ウイスキー、ブランデー、赤ワイン、テキーラなど色の濃いお酒には、「コンジナー」と呼ばれる不純物が多く含まれています。コンジナーは発酵過程で生じる副産物で、風味を豊かにする一方、肝臓での代謝負担を増加させ、二日酔いを悪化させることが報告されています(Swift and Davidson, 1998)。
また、赤ワインにはヒスタミンという物質が含まれており、この物質が頭痛リスクを高める可能性も指摘されています。そのため、飲むお酒の種類を意識することも、二日酔いの重症度を左右する重要な要素となります。
■日常的に飲酒量が多い人は「がんリスク」が高い
二日酔いは一時的な不調とみられがちですが、頻繁に繰り返す場合、長期的な健康リスクにもつながる可能性があります。
過去の大規模な追跡調査では、月に1回以上二日酔いを経験する人は、ほとんど二日酔いがない人に比べ、心血管疾患による死亡リスクが約2.36倍高いことが示されました(Kauhanen et al., 1997)。
二日酔い自体が心臓を直接傷めるわけではありませんが、強い症状を繰り返す飲み方は、体への負担が大きくなる可能性があります。
また、二日酔いの頻度が多いということは、しばしば「飲む量やペースが身体の処理能力を超えている」ケースに該当している場合があります。
このように飲酒量がかさむ人ほど、肝臓への負荷が大きくなるだけでなく、がんや認知機能への影響にも注意が必要です。
実際、日常的に飲酒量が多い人は、非飲酒者に比べて肝臓関連疾患の発症リスクが1.47倍、肝がんのリスクが2.07倍高いだけでなく、食道、大腸、乳房など複数部位でのがんリスクも上昇することが示されています(Moon et al., 2023Bagnardi et al., 2015)。また、別の研究では多量飲酒者は、軽度飲酒者に比べて認知症リスクが約1.4倍に高まるとの報告もあります(Sabia et al., 2018)。
これらの研究は、二日酔い自体を対象にしたものではないため、すべての二日酔い経験者がこれらのリスクに該当するわけではありません。
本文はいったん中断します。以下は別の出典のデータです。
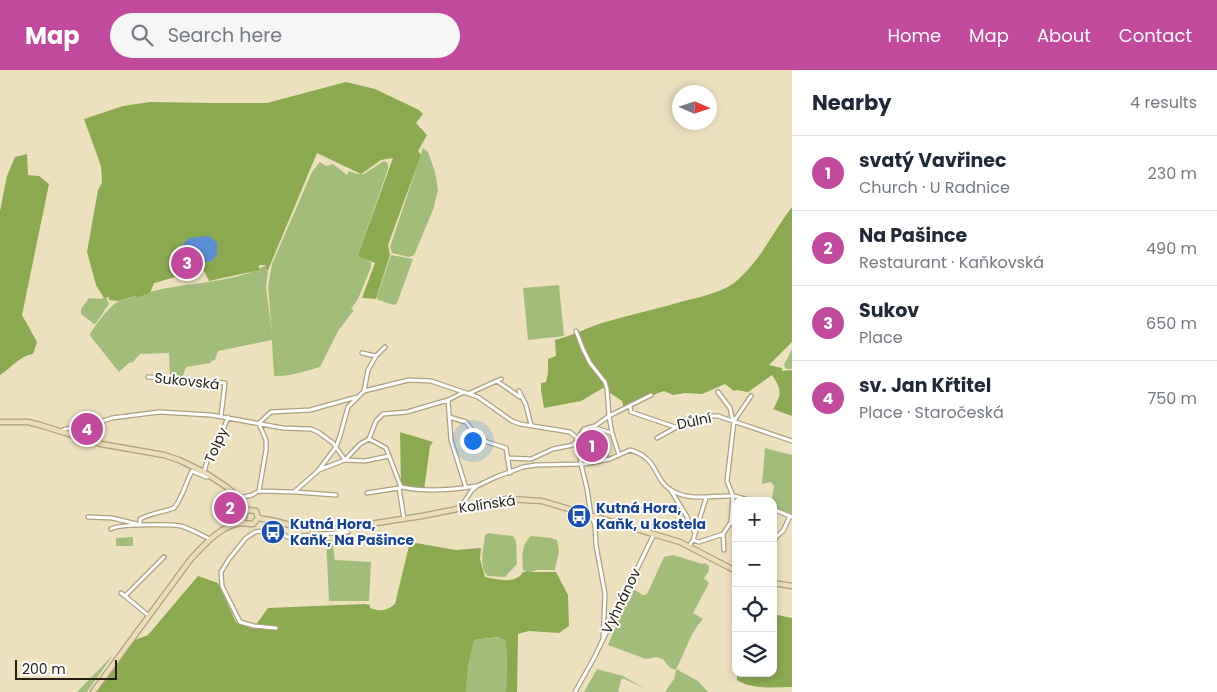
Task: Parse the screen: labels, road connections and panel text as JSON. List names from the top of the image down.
{
  "streets": {
    "street": [
      "Sukovská",
      "Důlní",
      "Tolpy",
      "Kolínská",
      "Vyhnánov"
    ]
  },
  "crossings": [
    ["Kolínská", "Vyhnánov"]
  ],
  "places": {
    "bus stop": ["Kutná Hora, Kaňk, u kostela", "Kutná Hora, Kaňk, Na Pašince"]
  },
  "scale_bar": "200 m",
  "north": "right",
  "page": {
    "header": "Map",
    "search": "Search here",
    "nav": [
      "Home",
      "Map",
      "About",
      "Contact"
    ],
    "heading": ["Nearby", "4 results"],
    "list": [
      {
        "mark": "1",
        "name": "svatý Vavřinec",
        "note": "Church · U Radnice",
        "value": "230 m"
      },
      {
        "mark": "2",
        "name": "Na Pašince",
        "note": "Restaurant · Kaňkovská",
        "value": "490 m"
      },
      {
        "mark": "3",
        "name": "Sukov",
        "note": "Place",
        "value": "650 m"
      },
      {
        "mark": "4",
        "name": "sv. Jan Křtitel",
        "note": "Place · Staročeská",
        "value": "750 m"
      }
    ],
    "pins": [
      "3",
      "4",
      "1",
      "2"
    ],
    "map_buttons": ["+", "−"],
    "scale": "200 m"
  }
}
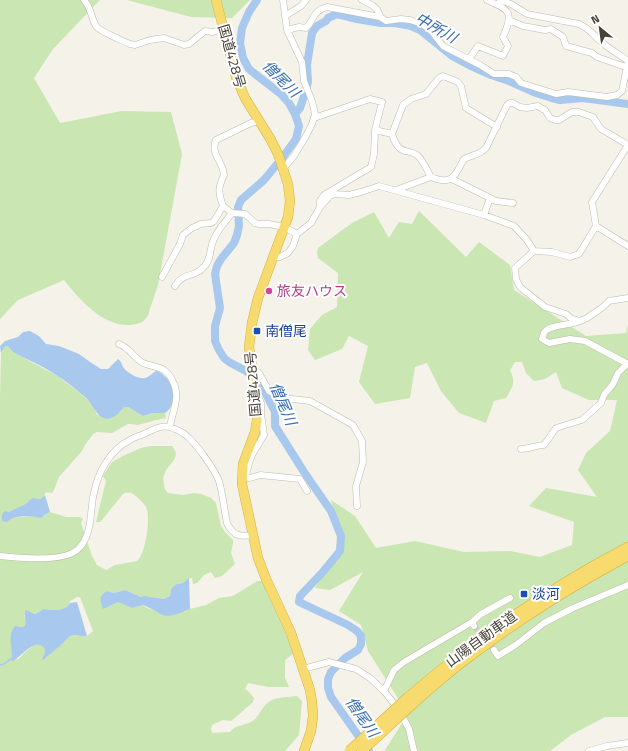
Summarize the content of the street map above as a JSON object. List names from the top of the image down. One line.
{"streets":{"highway":["国道428号","山陽自動車道"]},"water":["中所川","僧尾川"],"places":{"other":["旅友ハウス"],"transit":["南僧尾","淡河"]},"north":"top left"}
しかし、二日酔いを繰り返す飲み方は、リスクの高い飲酒パターンに該当しやすいことから、頻繁な二日酔いは将来の健康リスクの指標と捉えることもできます。
翌朝のつらさをきっかけに、自分の飲み方を見直すことが、将来の健康リスクを下げる第一歩となるかもしれません。
■飲む前にはチーズ、ナッツ、オリーブオイル
二日酔いのメカニズムとリスク要因を理解したところで、ここからは具体的な予防策とセルフケアの方法をご紹介します。
お酒を楽しむ際、翌日の不快な症状をできるだけ避けたいという方は多いと思います。二日酔いは、事前の準備や適切なセルフケアによって、多くの場合、負担を軽減できます。
飲む前
アルコールの急速な吸収を防ぐため、タンパク質や脂質を含む食事を摂り、空腹で飲み始めないことが大切です。
食事はアルコールの吸収を緩やかにするだけでなく、摂取後の代謝や排泄も助けてくれます。チーズ、ナッツ、オリーブオイルを使った料理などがおすすめです。
また、アルコールによる脱水を予防するため、あらかじめコップ1杯の水を飲むのも効果的です。
■二日酔いになったら水分と電解質の確保を
飲んでいる最中
アルコールは利尿作用を強めるため、「お酒1杯に対して水1杯」を目安に、こまめに水分補給を行いましょう。飲むペースは1時間に1杯程度を目安にし、短時間での過量摂取は避けます。
おつまみの選び方も重要です。枝豆、豆腐、焼き鳥、刺身など、タンパク質を含む食品は肝臓の働きをサポートしてくれます。
飲んだ後
就寝前にはコップ1~2杯の水を飲むとよいでしょう。必要に応じてスポーツドリンクや経口補水液を利用すると、水分と同時に電解質も補給でき、より効果的です。
翌朝(二日酔いが起きた場合)
翌朝、二日酔いの症状が出た場合は、まず水分と電解質の補給を最優先にしましょう。経口補水液、味噌汁、スープなどがおすすめです。
頭痛が強い場合は、冷やすことで症状が和らぐことがあります。
鎮痛薬を使用する場合は、必ず食後に服用しましょう。脱水を悪化させる激しい運動やサウナは避けてください。
受診を考えるべきサイン
多くの二日酔いは24時間以内に自然に回復しますが、以下の症状が見られる場合は、医療機関の受診を検討してください。
・激しい腹痛や持続する嘔吐

・血を吐く、黒い便が出る

・意識がもうろうとする、呼吸困難、胸の痛み

・激しい頭痛や視覚異常
また、24時間以上経過しても症状が改善しない場合や、水分を全く受け付けず脱水が悪化している場合も、無理せず医療機関に相談しましょう。
■日常的な飲酒習慣の工夫が重要
二日酔いを防ぐために重要なのは、日常的な飲酒習慣の工夫です。
飲酒の頻度や量などを把握し、自分の体調やライフスタイルに合わせた調整を行うことが、長期的な健康維持にもつながります。
年末年始や特別な交流の場は、大切な人との時間を楽しむ貴重な機会です。お酒の席を楽しみながらも、翌日のパフォーマンスを犠牲にしない飲み方を選択することは、ビジネスパーソンとしても大切な心がけと言えるでしょう。
お酒と上手に付き合いながら、翌朝も自分のベストな状態で新しい一日を迎えられるよう、ぜひ日々の工夫に取り入れてみてください。

※参考文献

・厚生労働省 健康に配慮した飲酒に関するガイドラインについて

・Jones AW, Jönsson KA. Food-induced lowering of blood-ethanol profiles and increased rate of elimination immediately after a meal. J Forensic Sci. 1994 Jul;39(4):1084-93.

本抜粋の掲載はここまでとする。